Microsoft doubles carbon fee as it doubles down on ambition
Employees challenged to factor 'return on environment' into cloud and AI business plans. Read More
For the past seven years, Microsoft has held business units accountable for their carbon footprints by charging an internal fee on emissions that it has used to fund climate change mitigation efforts — anything from offsets to energy efficiency projects to renewables investments.
On Tuesday, the cloud computing giant revealed plans to boost that fee to $15 per metric ton — almost double the previous rate. It also joined the Climate Leadership Council, one of several organizations advocating actively for policies that would create a national price on carbon.
Both moves are part of a newly declared strategic shift that places a sharper focus on the potential for Microsoft not just to make its own operations more sustainable — reducing the climate-related risks to its businesses — but to play a deeper role in boosting its customers’ own sustainability agendas, and Microsoft’s revenue.
In other words, the tech giant views sustainability as a driver of revenue growth.
“The funds from this higher fee will both maintain Microsoft’s carbon neutrality and help us take a tech-first approach that will put sustainability at the core of every part of our business and technology to work for sustainable outcomes,” wrote the company’s president, Brad Smith, in a blog about the pivot. “In practice, this means we’ll continue to keep our house in order and improve it, while increasingly addressing sustainability challenges around the globe by engaging our strongest assets as a company — our employees and our technologies.”

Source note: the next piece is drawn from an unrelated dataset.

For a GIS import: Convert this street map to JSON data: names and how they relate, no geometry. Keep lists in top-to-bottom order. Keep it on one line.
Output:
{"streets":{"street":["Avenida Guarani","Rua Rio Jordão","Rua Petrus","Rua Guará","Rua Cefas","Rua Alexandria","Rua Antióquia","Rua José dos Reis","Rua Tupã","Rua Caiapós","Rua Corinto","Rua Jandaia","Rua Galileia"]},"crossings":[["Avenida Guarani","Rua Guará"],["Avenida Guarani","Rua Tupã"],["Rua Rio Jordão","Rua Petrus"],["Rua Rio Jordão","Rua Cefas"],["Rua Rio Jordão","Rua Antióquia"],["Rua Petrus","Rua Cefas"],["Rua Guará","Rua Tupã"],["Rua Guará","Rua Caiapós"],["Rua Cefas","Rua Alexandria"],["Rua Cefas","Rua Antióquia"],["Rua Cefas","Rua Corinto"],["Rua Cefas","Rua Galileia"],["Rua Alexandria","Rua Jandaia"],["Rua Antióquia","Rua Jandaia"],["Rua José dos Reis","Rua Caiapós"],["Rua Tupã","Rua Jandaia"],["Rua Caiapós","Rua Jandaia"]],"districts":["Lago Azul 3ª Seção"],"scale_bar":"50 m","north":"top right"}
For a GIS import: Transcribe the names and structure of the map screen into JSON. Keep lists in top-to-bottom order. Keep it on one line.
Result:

Two of the company’s most mission-critical initiatives — cloud computing and artificial intelligence services — are at the center of the shift.
“Data can help tell us about the health of our planet, including the conditions of our air, water, land and the well-being of our wildlife,” Smith wrote. “But we need technology’s help to capture this vast amount of data and convert it into actionable intelligence.”
The cloud’s leading role
Cloud-based data centers are central to powering the computations behind that intelligence, and the energy they consume is a matter for heightened scrutiny.
Microsoft already has made substantial strides toward its commitment to 100 percent renewable energy for its cloud data centers. It should reach 60 percent by the end of 2019, the company revealed Tuesday, thanks in part to ongoing efficiency measures and its sophisticated strategy for investing in renewable energy through power purchase agreements. And it is striving to hit the 70 percent mark by 2023.
This week, the company launched a related initiative that will see it use artificial intelligence, blockchain technology and the internet of things to become more prescriptive about how the power — and the computer servers themselves — are managed. Google likewise uses AI heavily as part of its energy management portfolio.
It isn’t just the energy consumption that will be monitored more closely. Microsoft will use the data gathered and analyzed by those technologies to determine how equipment should be reused or recycled over time.
“Microsoft has reached a scale in our computing infrastructure where it makes sense for us to have clearer ownership structure over different parts of the circle,” Microsoft Chief Environmental Officer Lucas Joppa told me when we chatted about the company’s evolving approach.
Doubling down on AI for Earth
That cleaner cloud infrastructure will underpin Microsoft’s vision to help companies apply AI technologies toward solving sustainability issues in four key sectors: transportation; water; energy; and agriculture.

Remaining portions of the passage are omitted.